Esse fato ocorre porque, ao contrário das lesões, a pele sadia ao seu redor consegue se bronzear
normalmente, aumentando o contraste entre as duas regiões.
Todavia, o termo micose de praia não é o mais adequado, pois pode levar à falsa impressão de que a
pitiríase versicolor possa ser adquirida na praia.
Na verdade, ninguém “pega” pano branco, uma vez que o fungo Malassezia costuma ser um germe da
flora microbiana natural da nossa pele. Só para se ter uma ideia, a Malassezia pode ser encontrada em
cerca de 20% das crianças e em mais de 90% dos adultos.
Por ser um fungo que depende de gordura para sobreviver, ele costuma ser facilmente encontrado em
áreas mais oleosas da pele, tais como o tronco, pescoço, face e couro cabeludo.

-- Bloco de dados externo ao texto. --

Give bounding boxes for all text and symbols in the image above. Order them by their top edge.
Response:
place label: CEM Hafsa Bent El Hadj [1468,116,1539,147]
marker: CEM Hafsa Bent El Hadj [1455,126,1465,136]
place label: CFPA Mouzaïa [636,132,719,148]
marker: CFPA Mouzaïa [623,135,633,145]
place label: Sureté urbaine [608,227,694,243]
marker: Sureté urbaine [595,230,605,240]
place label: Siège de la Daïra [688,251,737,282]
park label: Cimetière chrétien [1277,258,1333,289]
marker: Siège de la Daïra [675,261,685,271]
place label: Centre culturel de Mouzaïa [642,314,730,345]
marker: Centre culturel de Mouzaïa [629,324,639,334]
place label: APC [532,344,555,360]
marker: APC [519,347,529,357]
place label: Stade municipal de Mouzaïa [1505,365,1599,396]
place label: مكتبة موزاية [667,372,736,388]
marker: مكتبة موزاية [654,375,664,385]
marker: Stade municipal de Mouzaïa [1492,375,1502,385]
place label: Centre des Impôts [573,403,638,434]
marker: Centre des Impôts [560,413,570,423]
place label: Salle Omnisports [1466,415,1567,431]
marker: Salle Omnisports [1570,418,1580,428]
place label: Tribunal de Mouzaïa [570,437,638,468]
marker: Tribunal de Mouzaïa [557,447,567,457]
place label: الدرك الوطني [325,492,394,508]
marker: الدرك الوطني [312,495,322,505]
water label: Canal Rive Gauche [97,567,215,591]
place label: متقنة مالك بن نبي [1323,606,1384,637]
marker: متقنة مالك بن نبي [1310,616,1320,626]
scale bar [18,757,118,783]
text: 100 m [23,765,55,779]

Portanto, o pano branco não é uma doença que se pegue de alguém ou de algum lugar. Não é a areia
da praia, a toalha que você usou ou o contato com a espreguiçadeira que lhe transmitiu o fungo. A
Malassezia já existia há anos na sua pele, ela apenas passou a se manifestar clinicamente.
Fatores de risco
Os sintomas da pitiríase versicolor surgem quando por algum motivo a população do fungo Malassezia
que sempre viveu pacificamente na sua pele passa a se proliferar exageradamente. Em geral, alguns
fatores estão associados a essa proliferação do fungo e ao surgimento dos sintomas. Os mais comuns
são:
Oleosidade excessiva da pele.
Viver em locais muito quentes e úmidos.
Sudorese excessiva.
Alterações hormonais, incluindo uso de pílula anticoncepcional.
Adolescência.
História familiar.
Fraqueza do sistema imunológico.
Apesar da fraqueza imunológico poder ser um gatilho para a proliferação da Malassezia, a grande
maioria dos pacientes com pano branco são jovens perfeitamente saudáveis.
Sintomas do pano branco
Apesar do sinal mais comum da pitiríase versicolor ser o aparecimento de manchas brancas na pele, a
verdade é que as manchas do pano branco podem ter mais de uma aparência diferente. Enquanto a
maioria das lesões são hipopigmentadas, isto é, mais claras que a pele, há casos também de manchas
hiperpigmentadas, ou seja, mais escuras que a pele.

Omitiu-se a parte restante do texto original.